Taxonomy-guided Semantic Indexing for Academic Paper Search
This addresses the challenge of academic concept matching in paper search for researchers, though it appears incremental as a plug-and-play enhancement to existing dense retrievers.
The paper tackles the problem of academic paper search by proposing Taxonomy-guided Semantic Indexing (TaxoIndex), a framework that organizes key concepts using an academic taxonomy to improve concept matching between queries and documents. Experiments show it brings significant improvements even with limited training data and enhances interpretability.
Academic paper search is an essential task for efficient literature discovery and scientific advancement. While dense retrieval has advanced various ad-hoc searches, it often struggles to match the underlying academic concepts between queries and documents, which is critical for paper search. To enable effective academic concept matching for paper search, we propose Taxonomy-guided Semantic Indexing (TaxoIndex) framework.

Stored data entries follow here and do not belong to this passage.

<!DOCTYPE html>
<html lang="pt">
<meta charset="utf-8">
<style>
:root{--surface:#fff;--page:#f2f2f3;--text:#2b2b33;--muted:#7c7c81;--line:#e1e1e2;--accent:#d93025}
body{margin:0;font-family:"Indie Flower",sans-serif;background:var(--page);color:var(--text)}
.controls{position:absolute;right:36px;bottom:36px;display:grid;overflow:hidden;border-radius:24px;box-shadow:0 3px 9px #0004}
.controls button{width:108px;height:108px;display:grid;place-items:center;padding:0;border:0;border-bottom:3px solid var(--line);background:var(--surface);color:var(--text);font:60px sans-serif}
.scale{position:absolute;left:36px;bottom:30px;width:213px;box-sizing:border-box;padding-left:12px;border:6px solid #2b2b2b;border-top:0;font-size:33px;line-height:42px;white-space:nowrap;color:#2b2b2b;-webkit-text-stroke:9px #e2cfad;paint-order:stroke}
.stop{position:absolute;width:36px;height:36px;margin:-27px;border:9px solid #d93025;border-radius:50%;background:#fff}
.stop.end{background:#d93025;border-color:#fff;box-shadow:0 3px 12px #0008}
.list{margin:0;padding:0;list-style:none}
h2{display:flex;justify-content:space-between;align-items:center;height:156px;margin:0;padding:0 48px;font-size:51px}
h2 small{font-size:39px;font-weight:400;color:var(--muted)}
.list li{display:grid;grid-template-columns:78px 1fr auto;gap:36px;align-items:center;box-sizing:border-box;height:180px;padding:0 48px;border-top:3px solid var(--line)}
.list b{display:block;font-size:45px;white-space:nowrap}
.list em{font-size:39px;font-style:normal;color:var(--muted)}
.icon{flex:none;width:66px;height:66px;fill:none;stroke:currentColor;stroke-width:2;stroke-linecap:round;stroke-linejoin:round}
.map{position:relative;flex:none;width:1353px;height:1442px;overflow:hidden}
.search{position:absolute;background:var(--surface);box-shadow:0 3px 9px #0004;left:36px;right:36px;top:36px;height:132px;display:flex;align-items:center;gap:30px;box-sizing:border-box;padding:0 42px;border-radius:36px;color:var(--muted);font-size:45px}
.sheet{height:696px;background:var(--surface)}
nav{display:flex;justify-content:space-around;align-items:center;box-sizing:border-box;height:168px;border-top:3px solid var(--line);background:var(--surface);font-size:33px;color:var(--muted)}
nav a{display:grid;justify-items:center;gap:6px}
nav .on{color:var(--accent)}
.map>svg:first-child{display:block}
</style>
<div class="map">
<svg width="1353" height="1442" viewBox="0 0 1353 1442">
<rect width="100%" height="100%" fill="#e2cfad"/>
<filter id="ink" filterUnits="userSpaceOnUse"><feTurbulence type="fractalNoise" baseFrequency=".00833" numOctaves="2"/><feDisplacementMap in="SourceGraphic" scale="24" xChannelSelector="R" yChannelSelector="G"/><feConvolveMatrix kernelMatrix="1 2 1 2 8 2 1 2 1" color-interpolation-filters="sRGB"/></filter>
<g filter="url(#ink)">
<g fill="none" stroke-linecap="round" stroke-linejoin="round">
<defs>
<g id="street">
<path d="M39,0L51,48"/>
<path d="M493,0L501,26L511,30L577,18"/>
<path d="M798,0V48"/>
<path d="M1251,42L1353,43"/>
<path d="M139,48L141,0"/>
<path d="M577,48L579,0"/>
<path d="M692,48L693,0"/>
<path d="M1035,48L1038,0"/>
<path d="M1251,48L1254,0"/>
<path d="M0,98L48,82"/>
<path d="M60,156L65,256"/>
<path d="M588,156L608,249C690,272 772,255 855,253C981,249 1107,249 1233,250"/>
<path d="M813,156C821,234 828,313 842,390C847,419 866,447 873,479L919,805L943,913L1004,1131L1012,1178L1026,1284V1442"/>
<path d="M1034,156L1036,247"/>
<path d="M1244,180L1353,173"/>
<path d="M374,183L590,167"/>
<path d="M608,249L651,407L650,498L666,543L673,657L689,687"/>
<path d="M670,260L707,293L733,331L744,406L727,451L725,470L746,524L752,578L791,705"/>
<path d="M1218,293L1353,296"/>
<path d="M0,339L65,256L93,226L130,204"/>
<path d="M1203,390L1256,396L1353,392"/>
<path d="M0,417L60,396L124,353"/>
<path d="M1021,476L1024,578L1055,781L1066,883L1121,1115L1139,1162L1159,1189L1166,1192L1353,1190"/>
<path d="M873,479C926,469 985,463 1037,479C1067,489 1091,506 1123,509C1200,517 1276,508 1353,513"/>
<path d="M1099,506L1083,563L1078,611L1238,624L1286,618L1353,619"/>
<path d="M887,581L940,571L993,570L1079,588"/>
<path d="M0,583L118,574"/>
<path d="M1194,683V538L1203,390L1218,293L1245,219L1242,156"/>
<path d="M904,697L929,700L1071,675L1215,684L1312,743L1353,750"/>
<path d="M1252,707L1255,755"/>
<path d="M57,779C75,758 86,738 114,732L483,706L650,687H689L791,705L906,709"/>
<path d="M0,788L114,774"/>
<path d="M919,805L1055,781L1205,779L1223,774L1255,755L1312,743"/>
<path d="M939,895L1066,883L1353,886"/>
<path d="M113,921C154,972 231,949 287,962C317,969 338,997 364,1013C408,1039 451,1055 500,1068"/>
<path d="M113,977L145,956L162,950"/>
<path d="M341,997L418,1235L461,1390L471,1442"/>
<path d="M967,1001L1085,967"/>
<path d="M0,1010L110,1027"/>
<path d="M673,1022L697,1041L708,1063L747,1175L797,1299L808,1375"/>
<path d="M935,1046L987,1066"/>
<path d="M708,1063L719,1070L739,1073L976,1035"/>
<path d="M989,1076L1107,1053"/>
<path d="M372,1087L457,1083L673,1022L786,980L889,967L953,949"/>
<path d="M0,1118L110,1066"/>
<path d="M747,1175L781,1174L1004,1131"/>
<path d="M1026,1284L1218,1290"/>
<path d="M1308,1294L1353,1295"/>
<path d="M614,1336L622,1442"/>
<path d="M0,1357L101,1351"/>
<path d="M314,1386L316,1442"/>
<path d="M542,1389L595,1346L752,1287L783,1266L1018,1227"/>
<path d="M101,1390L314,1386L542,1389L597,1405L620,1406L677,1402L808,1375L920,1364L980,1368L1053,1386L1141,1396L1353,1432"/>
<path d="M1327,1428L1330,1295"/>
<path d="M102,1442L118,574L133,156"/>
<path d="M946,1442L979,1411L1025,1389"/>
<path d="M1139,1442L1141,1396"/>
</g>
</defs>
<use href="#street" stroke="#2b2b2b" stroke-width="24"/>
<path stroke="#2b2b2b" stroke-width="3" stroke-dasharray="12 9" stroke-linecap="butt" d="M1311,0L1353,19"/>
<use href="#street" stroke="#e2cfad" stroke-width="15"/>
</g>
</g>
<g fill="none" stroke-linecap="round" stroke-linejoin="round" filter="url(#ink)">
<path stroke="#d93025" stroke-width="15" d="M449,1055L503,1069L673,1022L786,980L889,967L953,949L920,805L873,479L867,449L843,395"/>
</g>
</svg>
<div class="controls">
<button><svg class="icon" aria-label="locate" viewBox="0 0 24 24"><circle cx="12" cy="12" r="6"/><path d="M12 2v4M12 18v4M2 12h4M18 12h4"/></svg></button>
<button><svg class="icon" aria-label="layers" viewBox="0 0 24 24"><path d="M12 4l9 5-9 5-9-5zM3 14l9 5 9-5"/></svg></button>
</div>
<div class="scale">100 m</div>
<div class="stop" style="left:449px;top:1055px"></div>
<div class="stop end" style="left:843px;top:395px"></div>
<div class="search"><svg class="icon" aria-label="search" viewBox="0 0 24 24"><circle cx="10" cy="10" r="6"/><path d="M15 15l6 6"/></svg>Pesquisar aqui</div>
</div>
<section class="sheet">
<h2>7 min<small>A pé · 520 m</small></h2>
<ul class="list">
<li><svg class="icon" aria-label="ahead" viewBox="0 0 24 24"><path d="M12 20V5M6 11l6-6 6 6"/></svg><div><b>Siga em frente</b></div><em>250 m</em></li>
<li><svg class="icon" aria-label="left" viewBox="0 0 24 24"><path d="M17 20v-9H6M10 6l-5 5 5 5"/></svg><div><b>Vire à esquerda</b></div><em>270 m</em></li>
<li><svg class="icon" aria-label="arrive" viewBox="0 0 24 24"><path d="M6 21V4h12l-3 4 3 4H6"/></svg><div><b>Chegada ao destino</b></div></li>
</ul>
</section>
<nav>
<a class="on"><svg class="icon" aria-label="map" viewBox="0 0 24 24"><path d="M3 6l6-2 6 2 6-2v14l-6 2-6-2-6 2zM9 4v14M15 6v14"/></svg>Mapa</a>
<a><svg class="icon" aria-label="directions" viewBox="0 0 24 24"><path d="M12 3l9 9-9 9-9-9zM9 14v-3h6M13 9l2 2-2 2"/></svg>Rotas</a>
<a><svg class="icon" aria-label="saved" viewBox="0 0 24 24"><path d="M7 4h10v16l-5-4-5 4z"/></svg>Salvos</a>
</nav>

TaxoIndex extracts key concepts from papers and organizes them as a semantic index guided by an academic taxonomy, and then leverages this index as foundational knowledge to identify academic concepts and link queries and documents. As a plug-and-play framework, TaxoIndex can be flexibly employed to enhance existing dense retrievers. Extensive experiments show that TaxoIndex brings significant improvements, even with highly limited training data, and greatly enhances interpretability.